Players | Any number |
---|---|
Setup time | Varies |
Playing time | 60 minutes |
Random chance | None |
Skill(s) required | Body weight/Alcohol tolerance |
Power Hour, with its variants Centurion (aka Century Club) and 21 for 21, is a drinking event where player(s) drink a specified number of alcohol shots within one hour. Variants include one shot of beer every minute for an hour or 21 shots within one hour. In the USA, a power hour event is often associated with a person's 21st birthday when they reach the legal drinking age.[1][2]
Contents |
The game's rules appear simple; however, players often have difficulty completing the specified number of drinks as the rate of consumption necessary to win many forms of this game can, depending on the player's weight and other factors, raise their blood alcohol content to high levels.[1][3] The rate of alcohol consumption makes the players intoxicated within a short period of time.[4]

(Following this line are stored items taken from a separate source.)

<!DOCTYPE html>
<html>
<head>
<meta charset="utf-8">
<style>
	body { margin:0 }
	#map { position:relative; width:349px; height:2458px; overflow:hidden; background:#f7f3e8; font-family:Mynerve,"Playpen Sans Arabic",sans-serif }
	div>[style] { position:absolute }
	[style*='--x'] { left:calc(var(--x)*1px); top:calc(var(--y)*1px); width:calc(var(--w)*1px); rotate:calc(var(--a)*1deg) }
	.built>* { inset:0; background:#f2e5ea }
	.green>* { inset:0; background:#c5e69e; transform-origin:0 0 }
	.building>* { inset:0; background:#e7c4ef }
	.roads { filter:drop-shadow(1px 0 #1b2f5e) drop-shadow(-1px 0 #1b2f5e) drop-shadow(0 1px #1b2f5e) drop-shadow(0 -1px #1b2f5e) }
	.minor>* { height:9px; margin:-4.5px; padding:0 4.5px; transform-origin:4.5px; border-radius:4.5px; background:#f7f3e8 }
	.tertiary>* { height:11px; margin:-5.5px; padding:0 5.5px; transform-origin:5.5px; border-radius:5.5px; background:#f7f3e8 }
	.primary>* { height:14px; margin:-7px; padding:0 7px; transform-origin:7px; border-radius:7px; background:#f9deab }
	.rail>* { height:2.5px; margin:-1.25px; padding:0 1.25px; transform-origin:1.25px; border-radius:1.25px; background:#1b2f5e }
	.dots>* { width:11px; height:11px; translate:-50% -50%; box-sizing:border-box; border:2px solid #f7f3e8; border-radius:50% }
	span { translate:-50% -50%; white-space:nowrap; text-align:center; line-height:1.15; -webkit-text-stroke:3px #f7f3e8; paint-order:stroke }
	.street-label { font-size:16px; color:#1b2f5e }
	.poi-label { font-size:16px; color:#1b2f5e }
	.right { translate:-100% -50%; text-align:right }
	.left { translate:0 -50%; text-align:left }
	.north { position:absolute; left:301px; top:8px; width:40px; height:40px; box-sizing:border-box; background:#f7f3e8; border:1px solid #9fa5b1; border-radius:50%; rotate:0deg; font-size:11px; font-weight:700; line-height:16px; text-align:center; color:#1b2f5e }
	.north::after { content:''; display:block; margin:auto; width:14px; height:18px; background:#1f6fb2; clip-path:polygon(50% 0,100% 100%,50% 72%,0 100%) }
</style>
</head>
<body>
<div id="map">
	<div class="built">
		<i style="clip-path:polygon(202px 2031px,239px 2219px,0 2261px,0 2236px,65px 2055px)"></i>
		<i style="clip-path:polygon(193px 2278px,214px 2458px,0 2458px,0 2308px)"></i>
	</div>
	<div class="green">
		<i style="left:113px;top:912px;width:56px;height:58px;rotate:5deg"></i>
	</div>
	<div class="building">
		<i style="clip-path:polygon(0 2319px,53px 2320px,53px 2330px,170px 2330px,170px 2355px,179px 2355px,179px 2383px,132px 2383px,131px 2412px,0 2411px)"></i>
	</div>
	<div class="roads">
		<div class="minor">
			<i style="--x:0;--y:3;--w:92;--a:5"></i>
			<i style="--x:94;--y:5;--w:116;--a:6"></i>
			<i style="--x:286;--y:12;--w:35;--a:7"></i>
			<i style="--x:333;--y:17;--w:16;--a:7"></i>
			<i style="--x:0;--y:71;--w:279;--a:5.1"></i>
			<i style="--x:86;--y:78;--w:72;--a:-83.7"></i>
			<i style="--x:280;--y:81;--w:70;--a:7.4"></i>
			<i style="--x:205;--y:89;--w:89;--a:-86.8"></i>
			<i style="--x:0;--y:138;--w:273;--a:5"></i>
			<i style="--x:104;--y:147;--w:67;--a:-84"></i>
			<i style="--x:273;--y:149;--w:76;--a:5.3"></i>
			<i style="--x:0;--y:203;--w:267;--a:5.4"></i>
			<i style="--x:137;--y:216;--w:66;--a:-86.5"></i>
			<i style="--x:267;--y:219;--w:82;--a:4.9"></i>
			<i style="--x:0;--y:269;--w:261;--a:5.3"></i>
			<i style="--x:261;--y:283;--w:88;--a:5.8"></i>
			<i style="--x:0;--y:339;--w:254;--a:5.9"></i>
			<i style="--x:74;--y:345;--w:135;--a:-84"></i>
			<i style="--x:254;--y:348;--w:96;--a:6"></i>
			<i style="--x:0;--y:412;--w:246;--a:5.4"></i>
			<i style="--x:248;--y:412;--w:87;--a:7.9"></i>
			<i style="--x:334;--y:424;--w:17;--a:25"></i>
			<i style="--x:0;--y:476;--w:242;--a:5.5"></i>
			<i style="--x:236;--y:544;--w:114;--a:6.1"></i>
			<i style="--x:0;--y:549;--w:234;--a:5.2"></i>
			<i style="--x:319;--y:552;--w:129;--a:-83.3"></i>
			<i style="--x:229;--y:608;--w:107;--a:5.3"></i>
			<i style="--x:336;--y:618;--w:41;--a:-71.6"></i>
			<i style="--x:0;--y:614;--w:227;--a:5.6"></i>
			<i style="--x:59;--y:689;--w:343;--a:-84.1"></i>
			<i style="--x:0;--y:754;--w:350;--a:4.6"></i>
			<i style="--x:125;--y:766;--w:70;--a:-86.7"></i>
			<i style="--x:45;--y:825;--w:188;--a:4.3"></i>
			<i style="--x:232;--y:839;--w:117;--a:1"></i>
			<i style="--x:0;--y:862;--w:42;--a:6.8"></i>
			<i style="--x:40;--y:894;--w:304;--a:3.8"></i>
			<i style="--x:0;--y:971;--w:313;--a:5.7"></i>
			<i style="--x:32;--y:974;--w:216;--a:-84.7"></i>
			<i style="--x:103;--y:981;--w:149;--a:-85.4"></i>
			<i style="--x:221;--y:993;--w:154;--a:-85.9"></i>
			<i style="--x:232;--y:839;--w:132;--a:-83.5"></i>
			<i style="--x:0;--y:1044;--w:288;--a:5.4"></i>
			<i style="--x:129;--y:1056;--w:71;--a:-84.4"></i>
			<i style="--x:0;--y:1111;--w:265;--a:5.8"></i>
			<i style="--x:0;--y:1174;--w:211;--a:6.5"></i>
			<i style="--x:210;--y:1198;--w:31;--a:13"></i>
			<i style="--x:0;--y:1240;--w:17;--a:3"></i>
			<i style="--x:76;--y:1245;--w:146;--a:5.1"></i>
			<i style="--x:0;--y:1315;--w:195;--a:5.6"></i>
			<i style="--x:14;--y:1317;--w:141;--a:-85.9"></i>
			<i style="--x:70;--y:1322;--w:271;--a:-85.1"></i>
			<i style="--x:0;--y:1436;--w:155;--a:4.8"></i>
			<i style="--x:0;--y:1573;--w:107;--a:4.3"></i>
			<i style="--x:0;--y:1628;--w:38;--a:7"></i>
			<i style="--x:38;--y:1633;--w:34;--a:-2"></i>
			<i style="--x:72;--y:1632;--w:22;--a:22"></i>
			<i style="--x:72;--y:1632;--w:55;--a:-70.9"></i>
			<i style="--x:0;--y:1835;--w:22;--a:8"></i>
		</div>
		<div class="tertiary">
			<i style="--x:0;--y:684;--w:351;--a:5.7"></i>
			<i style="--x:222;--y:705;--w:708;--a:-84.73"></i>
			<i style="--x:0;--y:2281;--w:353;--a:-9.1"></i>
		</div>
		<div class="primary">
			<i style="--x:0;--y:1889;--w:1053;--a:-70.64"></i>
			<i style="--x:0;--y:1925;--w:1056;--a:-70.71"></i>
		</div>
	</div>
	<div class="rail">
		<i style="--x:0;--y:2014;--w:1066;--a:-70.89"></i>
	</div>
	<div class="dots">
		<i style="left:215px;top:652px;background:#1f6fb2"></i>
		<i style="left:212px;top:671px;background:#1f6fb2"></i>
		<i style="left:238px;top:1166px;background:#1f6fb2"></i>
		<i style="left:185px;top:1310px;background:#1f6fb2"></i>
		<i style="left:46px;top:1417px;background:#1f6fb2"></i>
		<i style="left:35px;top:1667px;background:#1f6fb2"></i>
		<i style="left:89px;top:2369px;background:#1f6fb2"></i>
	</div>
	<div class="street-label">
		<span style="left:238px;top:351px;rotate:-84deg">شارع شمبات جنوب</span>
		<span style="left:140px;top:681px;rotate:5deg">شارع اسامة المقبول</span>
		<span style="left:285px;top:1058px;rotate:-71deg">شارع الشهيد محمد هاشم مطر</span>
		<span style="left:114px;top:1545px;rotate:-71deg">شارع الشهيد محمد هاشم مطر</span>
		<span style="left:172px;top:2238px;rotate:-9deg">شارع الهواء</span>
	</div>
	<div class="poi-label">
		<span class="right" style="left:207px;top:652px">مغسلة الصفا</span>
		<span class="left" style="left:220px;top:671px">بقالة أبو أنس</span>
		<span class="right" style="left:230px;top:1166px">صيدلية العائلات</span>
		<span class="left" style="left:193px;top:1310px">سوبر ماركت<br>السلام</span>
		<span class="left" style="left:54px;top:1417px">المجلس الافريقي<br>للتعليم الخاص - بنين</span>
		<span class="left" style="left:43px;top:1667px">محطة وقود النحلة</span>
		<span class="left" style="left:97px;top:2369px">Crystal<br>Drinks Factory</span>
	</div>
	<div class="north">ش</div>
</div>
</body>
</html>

Each shot of beer contains 1.5 fluid ounces (US) (44mL), for a total of 90 fl. oz. (5.63 US pints, 2.66 litres, or 4.68 Imperial units pints) of consumption during the power hour. For purposes of blood alcohol content, this amount of beer is equivalent to 7.5 drinks. In the Centurion variant, beer shots are drunk one per minute for 100 minutes, with a shot size of 35mL, totaling 7.4 US pints (3.5 litres or 6.16 Imperial pints), or 9.9 drinks. There are many difficult variants of Centurion, amongst them are Gladiator and Spartan. Gladiator is 200 shots of beer in 200 minutes, and Spartan is 300 shots in 300 minutes.
In 2010, Steve Roose, who markets a DVD game named "Power Hour", registered a trademark of the same name and soon after began sending cease-and-desist orders to Ali Spagnola, a musician who had released an album also entitled Power Hour.[5][6] Spagnola has announced her intentions to fight the claims, and an intellectual-property professor from the University of Pittsburgh has stated that "if 'Power Hour' is a generic description of 'a drinking game that involves drinking a shot of alcohol each minute for an hour,' then Mr. Roose can't have any trademark rights at all."[5]